OER was highlighted in the conference keynotes but there is clearly resistance to the principle of open access as well as support. Here, the digital divide widens; on the one side are the pioneers of Web 2.0 technologies advocating the openness of educational opportunities; free access to papers, journals and resources, while on the other side traditional scholars value their freedom of academic choice to remain cloistered in ivory towers.
Terry Anderson (Keynote 2) quoted his experience at Abuthasca where academics have successfully resisted the call for compulsory depositing their work in the institutional repository. Instead the university has had to compromise, making it a recommendation rather than a rule.

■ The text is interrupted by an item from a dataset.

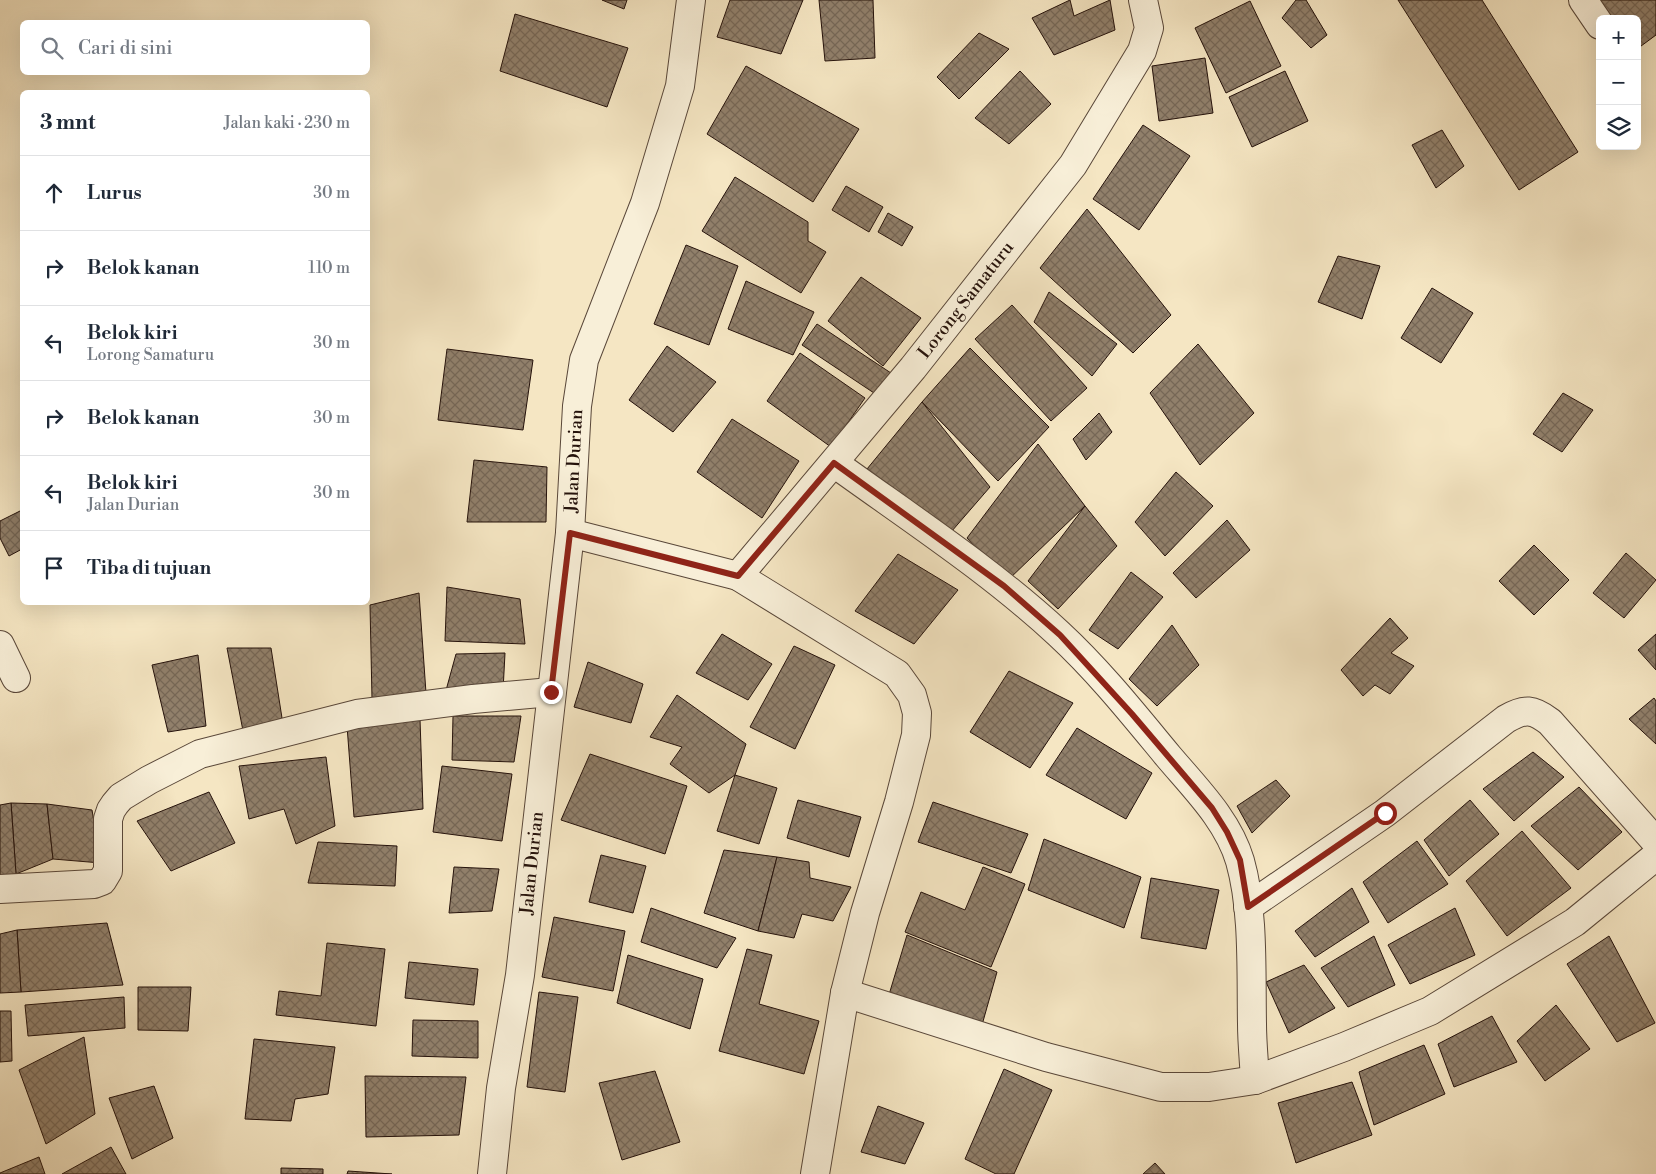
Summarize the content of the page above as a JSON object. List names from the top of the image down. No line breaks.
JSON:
{"streets":{"street":["Lorong Samaturu","Jalan Durian"]},"page":{"map_buttons":["+","−"],"search":"Cari di sini","heading":["3 mnt","Jalan kaki · 230 m"],"list":[["Lurus","30 m"],["Belok kanan","110 m"],["Belok kiri","Lorong Samaturu","30 m"],["Belok kanan","30 m"],["Belok kiri","Jalan Durian","30 m"],"Tiba di tujuan"]}}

Projects like CamFed the computer training charity ( see ‘where the water meets the sky’ blog post here) demonstrate the value of free access to the Google family in changing lives but the divisions caused by the affordability of education in Africa are every bit as great as those in the west. Here the traditional perception of higher education as an esoteric knowledge requiring [financial] initiation into its mysteries is well embedded. It will take more than the emergence of the possibility offered by Web 2.0 tools if the institution of academia is to be challenged. History shows us that the most successful downfalls come from within; the Trojan horse in this case is probably still under construction but will most likely originate from student demand. Challenging the gatekeepers of knowledge – and their licence locking mechanisms – will need lateral thinking; not releasing the knowledge already imprisoned but rethinking the way that new knowledge is constructed and distributed in the first place.